Their 85-year-old mother, Maria, had been killed during shelling of the village of Kamianka, at the home where the family had lived for generations, one she had refused to leave for a safer area even as the fighting intensified. 

“She was a very determined woman and she wouldn’t change her mind,” says Captain Osadchy. “Like so many people of that generation she had a tough life, it is such a pity it ended so sadly, so unnecessarily.” 

Captain Osadchy, of the volunteer “Cossack Battalion” 226, was telling me about the high numbers of civilian casualties in Kharkiv, as violence continued in Ukraine’s second city just 25 miles from the Russian border. Then at one point he paused, and added quietly that he had learned of his mother’s death just 24 hours earlier. 

“In fact she had died a few days ago. My brother and others have been trying to get hold of me, but communications are very difficult now as you can imagine. I am still trying to process this in my mind. But we have got so much to do, that’s probably not a bad thing, it’s best to keep busy, ” he reflects. 

Captain Osadchy’s brother, Andrei, a former soldier, had stayed behind at home to look after their mother.

“The day after he buried our mother he went to Slovyansk [in the Donbas] and joined the army. We are defending our country, our people, our families, our community, we are also avenging those who had been killed,” says Aleksandr. “We hear talk of negotiations, but we’ll keep on fighting the invaders until we get real peace with the invaders leaving out country.” 

Firefighters deal with a blaze in the city
Firefighters deal with a blaze in the city (Aleksandr Osadchy)

The concept in these parts of the “the family, the community, the people” is going through a painful re-evaluation.

Vladimir Putin has repeatedly laid out the narrative in the run-up to the invasion that Ukraine was a founding block of the Russian house: that the war was to free ethnic Russians in Ukraine who were being oppressed by fascists and neo-Nazis : that it was to right a historic wrong. 

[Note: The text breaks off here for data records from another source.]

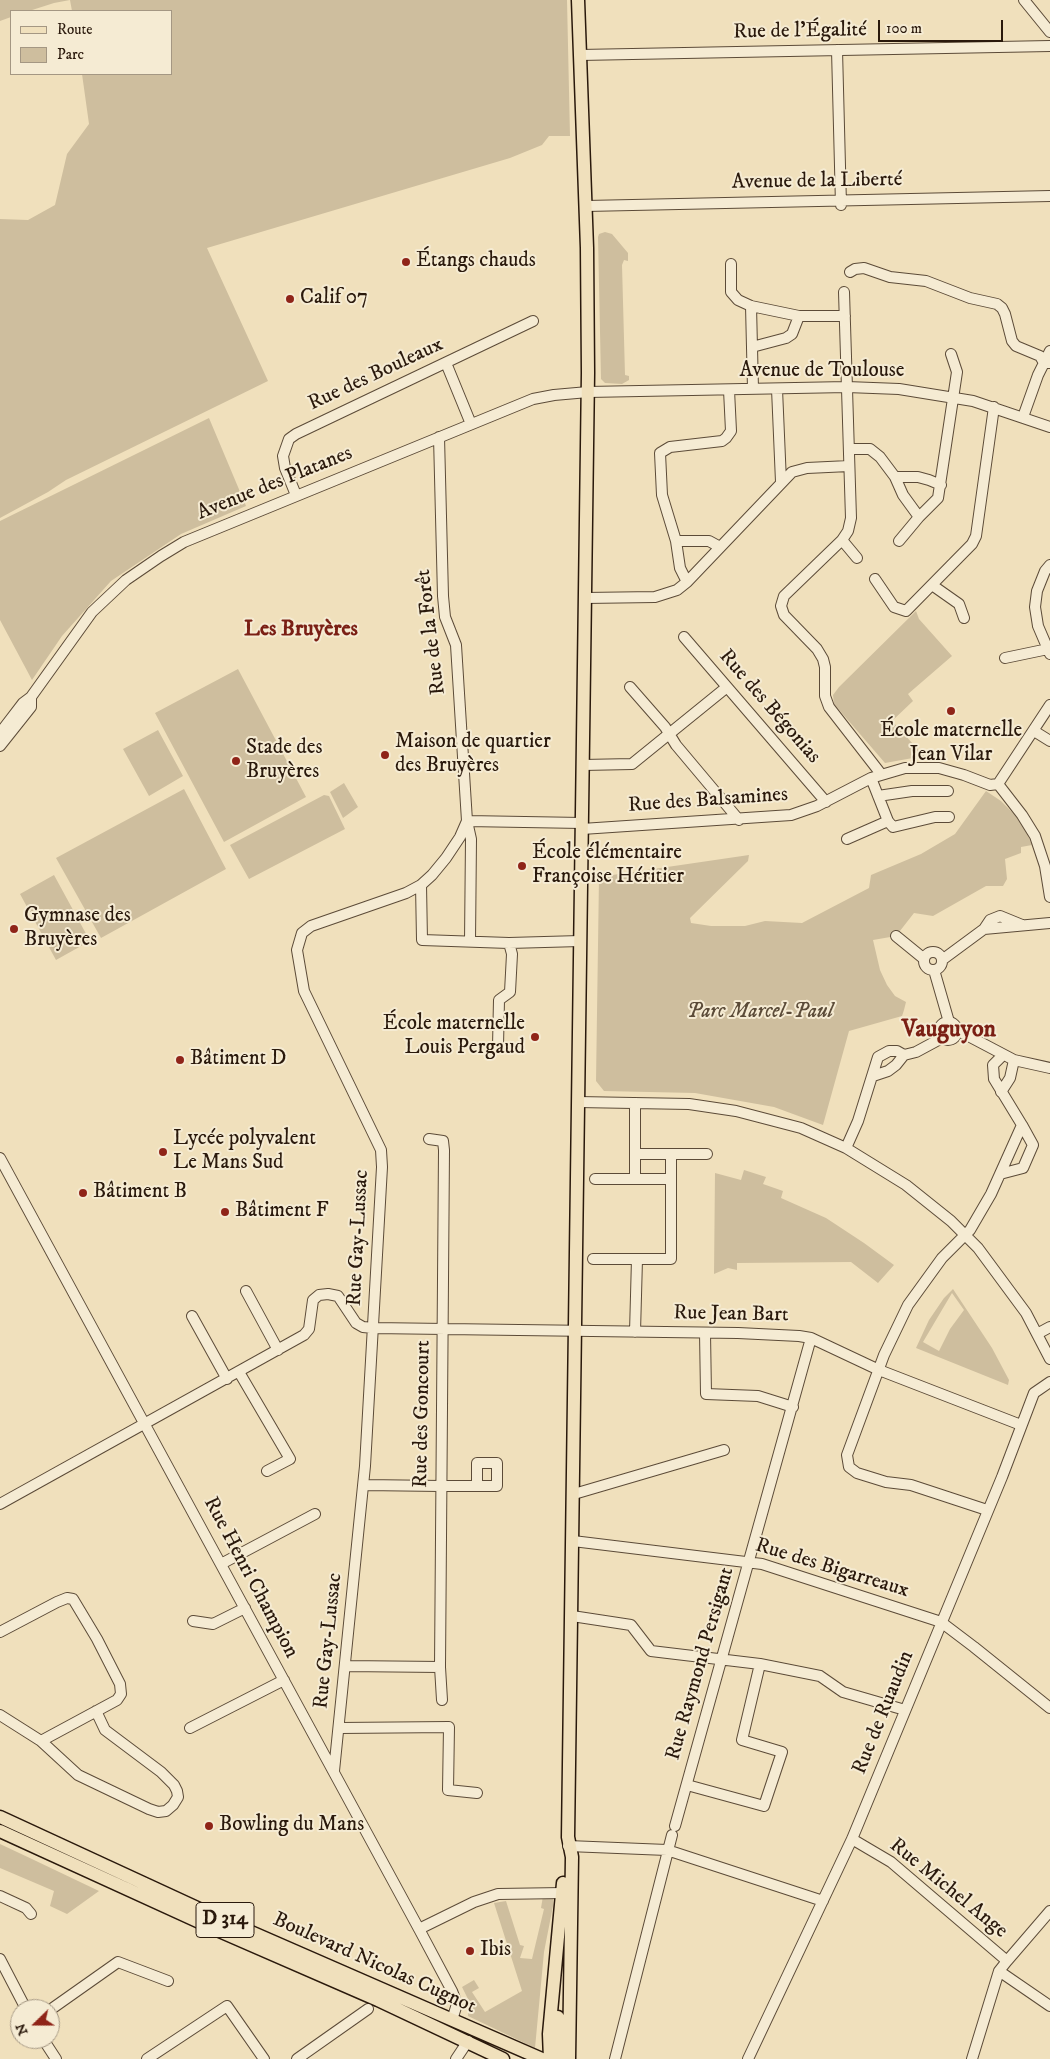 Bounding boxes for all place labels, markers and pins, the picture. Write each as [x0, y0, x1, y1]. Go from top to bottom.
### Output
place label: Étangs chauds [416, 249, 536, 275]
marker: Étangs chauds [400, 256, 412, 268]
place label: Calif 07 [300, 286, 368, 312]
marker: Calif 07 [284, 293, 296, 305]
marker: École maternelle Jean Vilar [945, 705, 957, 717]
place label: École maternelle Jean Vilar [880, 719, 1022, 769]
place label: Maison de quartier des Bruyères [395, 730, 551, 780]
place label: Stade des Bruyères [246, 736, 323, 786]
marker: Maison de quartier des Bruyères [379, 749, 391, 761]
marker: Stade des Bruyères [230, 755, 242, 767]
place label: École élémentaire Françoise Héritier [532, 841, 684, 891]
marker: École élémentaire Françoise Héritier [516, 860, 528, 872]
place label: Gymnase des Bruyères [24, 904, 131, 954]
marker: Gymnase des Bruyères [8, 923, 20, 935]
place label: École maternelle Louis Pergaud [383, 1012, 525, 1062]
marker: École maternelle Louis Pergaud [529, 1031, 541, 1043]
place label: Bâtiment D [190, 1047, 286, 1073]
marker: Bâtiment D [174, 1054, 186, 1066]
place label: Lycée polyvalent Le Mans Sud [173, 1127, 316, 1177]
marker: Lycée polyvalent Le Mans Sud [157, 1146, 169, 1158]
place label: Bâtiment B [93, 1180, 187, 1206]
marker: Bâtiment B [77, 1187, 89, 1199]
place label: Bâtiment F [235, 1199, 329, 1225]
marker: Bâtiment F [219, 1206, 231, 1218]
place label: Bowling du Mans [219, 1813, 364, 1839]
marker: Bowling du Mans [203, 1820, 215, 1832]
place label: Ibis [480, 1938, 511, 1964]
marker: Ibis [464, 1945, 476, 1957] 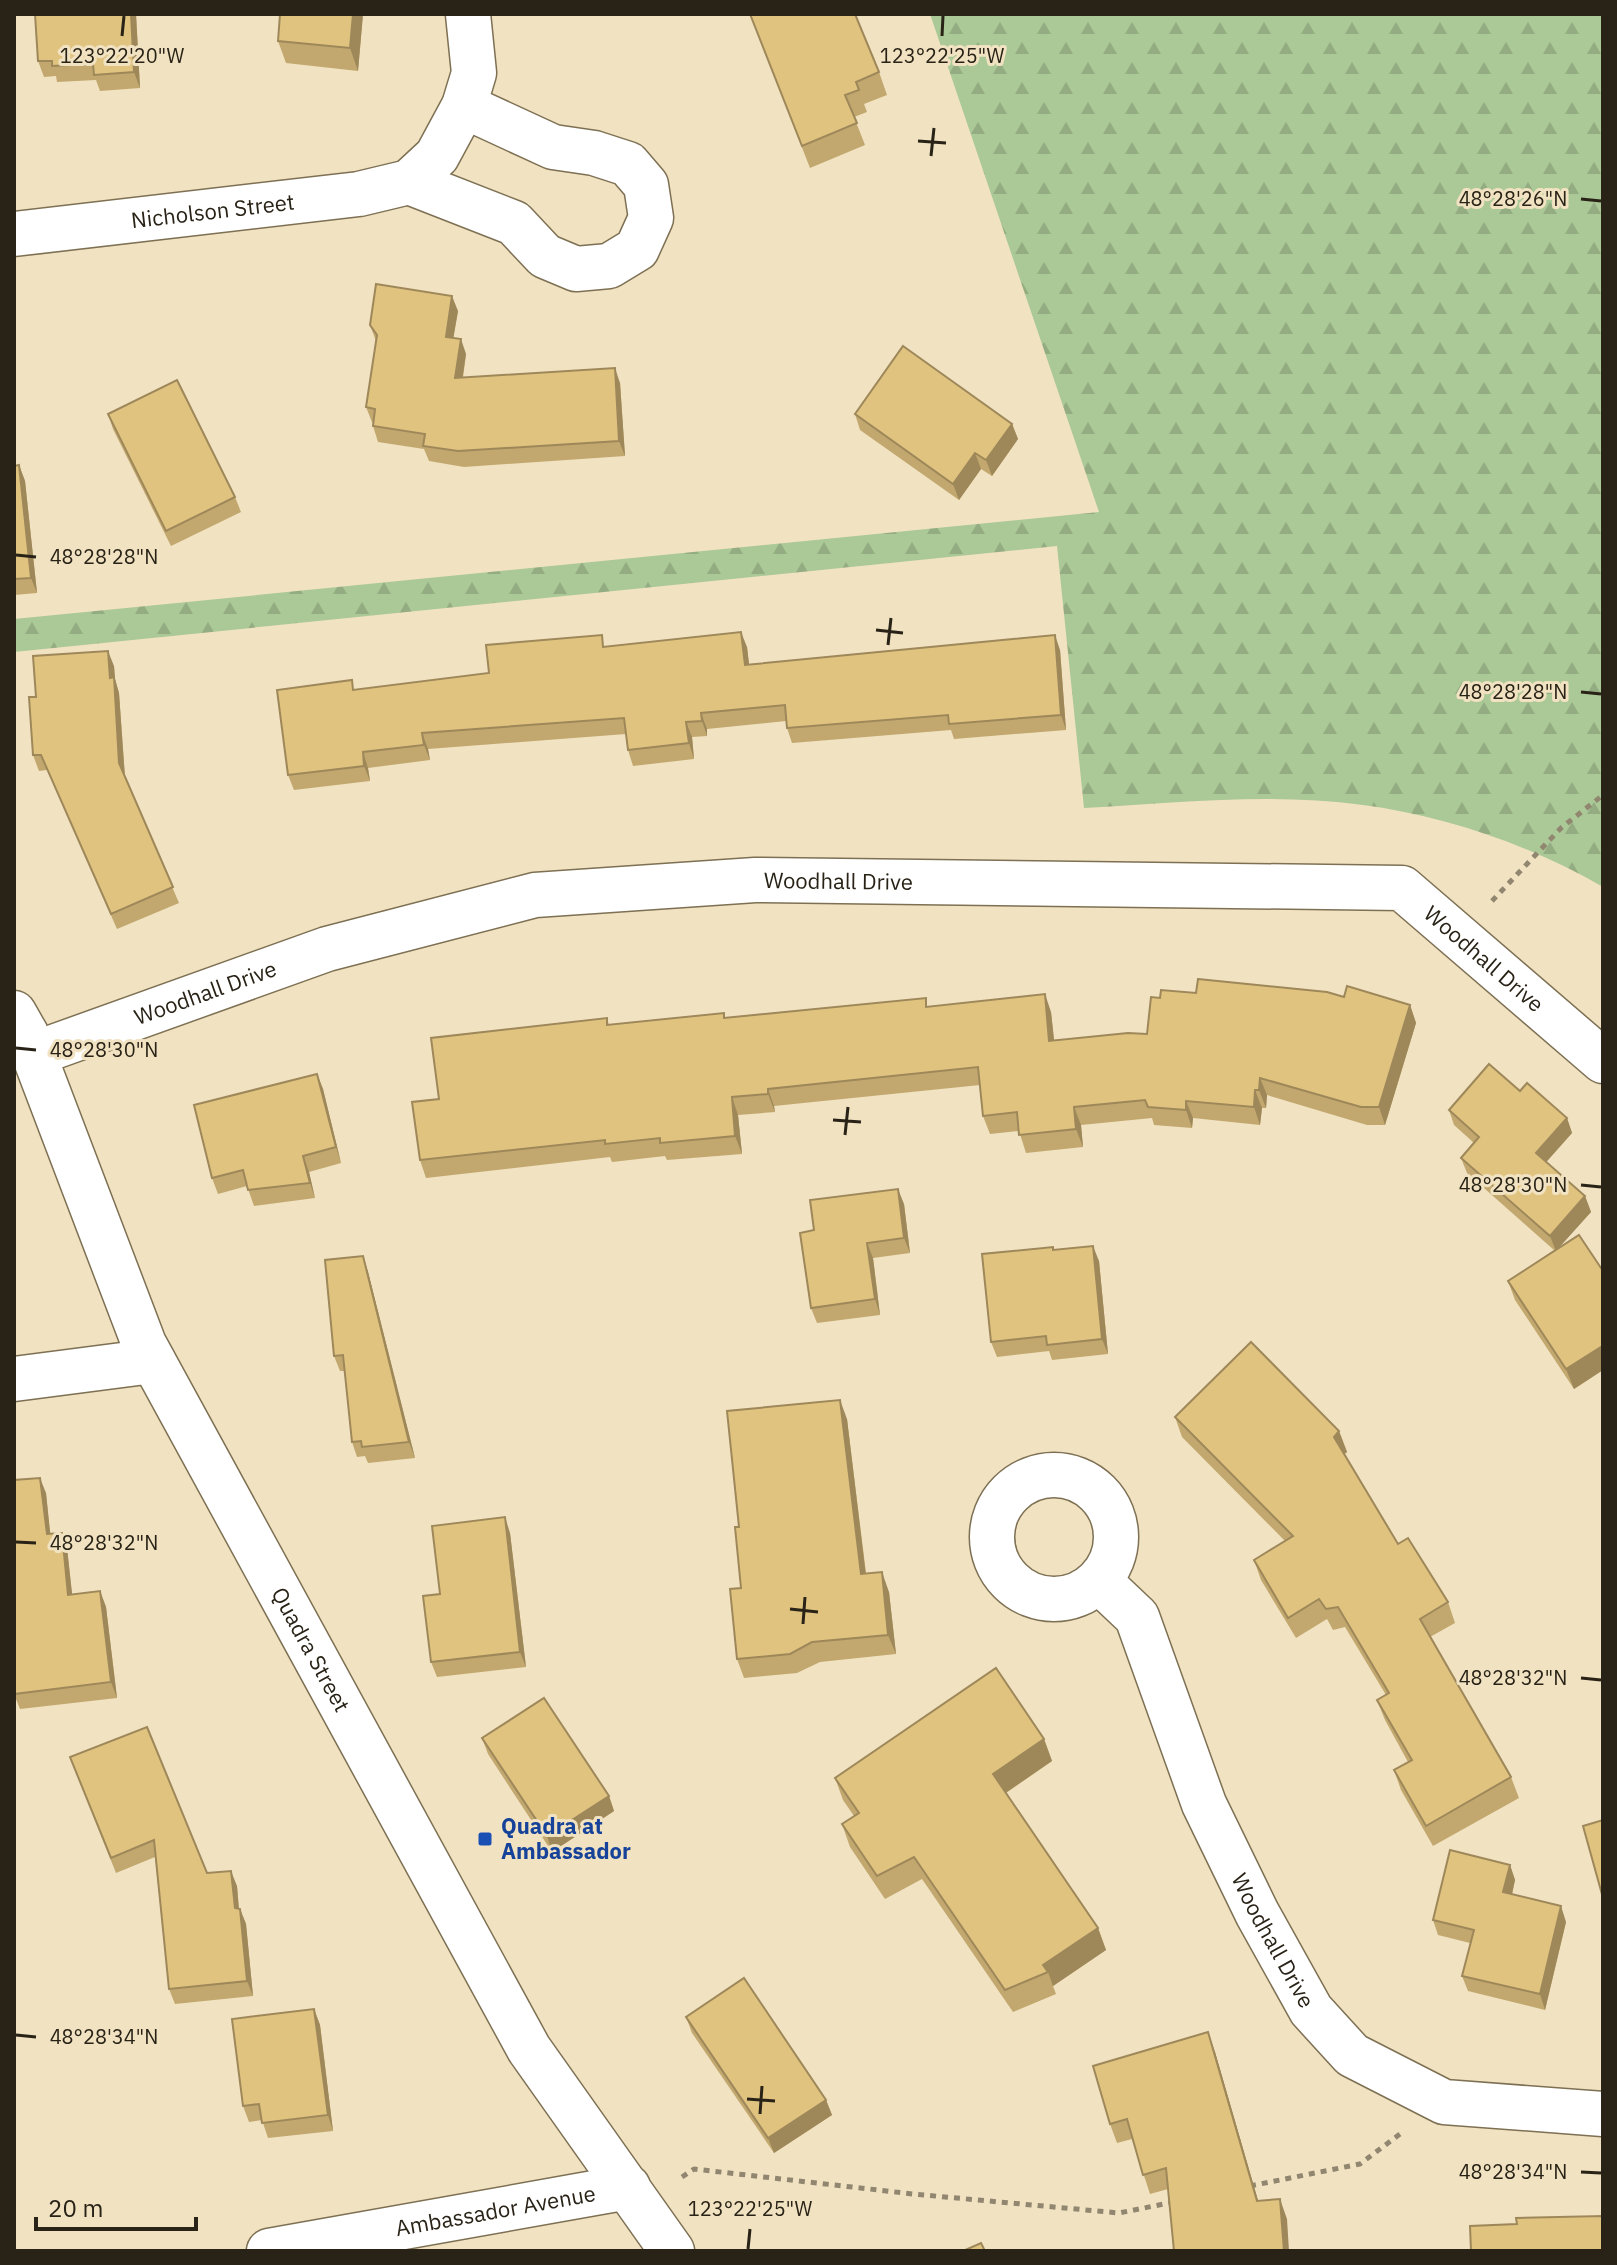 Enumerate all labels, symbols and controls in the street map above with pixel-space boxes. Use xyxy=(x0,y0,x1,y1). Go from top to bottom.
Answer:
text: 123°22'20"W xyxy=(60,42,185,69)
text: 123°22'25"W xyxy=(880,42,1005,69)
text: 48°28'26"N xyxy=(1459,185,1567,212)
street label: Nicholson Street xyxy=(129,187,296,234)
text: 48°28'28"N xyxy=(50,543,158,570)
text: 48°28'28"N xyxy=(1459,678,1567,705)
street label: Woodhall Drive xyxy=(764,865,913,896)
street label: Woodhall Drive xyxy=(1418,899,1550,1018)
street label: Woodhall Drive xyxy=(130,953,280,1031)
text: 48°28'30"N xyxy=(50,1036,158,1063)
text: 48°28'30"N xyxy=(1459,1171,1567,1198)
text: 48°28'32"N xyxy=(50,1529,158,1556)
street label: Quadra Street xyxy=(266,1582,357,1717)
text: 48°28'32"N xyxy=(1459,1664,1567,1691)
place label: Quadra at Ambassador xyxy=(501,1811,631,1865)
marker: Quadra at Ambassador xyxy=(476,1830,494,1848)
street label: Woodhall Drive xyxy=(1226,1868,1322,2013)
text: 48°28'34"N xyxy=(50,2023,158,2050)
text: 48°28'34"N xyxy=(1459,2158,1567,2185)
street label: Ambassador Avenue xyxy=(393,2178,598,2242)
scale bar xyxy=(36,2181,196,2231)
text: 20 m xyxy=(48,2192,103,2224)
text: 123°22'25"W xyxy=(688,2195,813,2222)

Around 74 per cent of Kharkiv’s 1.4 million population are Russian speakers. Ukraine’s president, Volodymyr Zelensky, claimed before the conflict began that Moscow could try to seize the city under the pretext of “protecting” these people – an act which “will be the beginning of a large-scale war”. 

Kharkiv is also the home base of politicians deemed to be pro-Moscow, such as Yevhen Murayev, a former Ukrainian MP who was named by the British government as Putin’s chosen leader of a puppet regime following invasion and occupation. That particular claim was far-fetched, but deep suspicion about a “fifth column” has long been present here. 

There were at least some Russian speakers who had declared that they would never take up arms against Russia.

One of them angrily told me when I visited the city a month before the war that “it is unthinkable for me and my friends to pick up a gun and start fighting the Russians. We have lived together all our lives and now there are people who are trying to turn us into enemies and start a bloodbath”.

Kiril Semenov, a 48-year-old electrical engineer accused the US and the west of using Ukraine as a proxy against Russia. “And if the fighting does start, will Nato come here to fight the Russians? Of course not, they have already said they would not,” he wanted to point out. 

Mr Semenov has not picked up a gun, but he is now part of a citizens group distributing food to Ukrainian forces, and people in need, as well as clearing up with after missile and artillery strikes. 

An unexploded rocket wedged in an apartment building in the city
An unexploded rocket wedged in an apartment building in the city (Kim Sengupta)

“I was right wasn’t I in saying that Nato will not come to fight beside Ukraine? We Ukrainians have to help ourselves. I still think the war could have been avoidable,” Mr Semenov says.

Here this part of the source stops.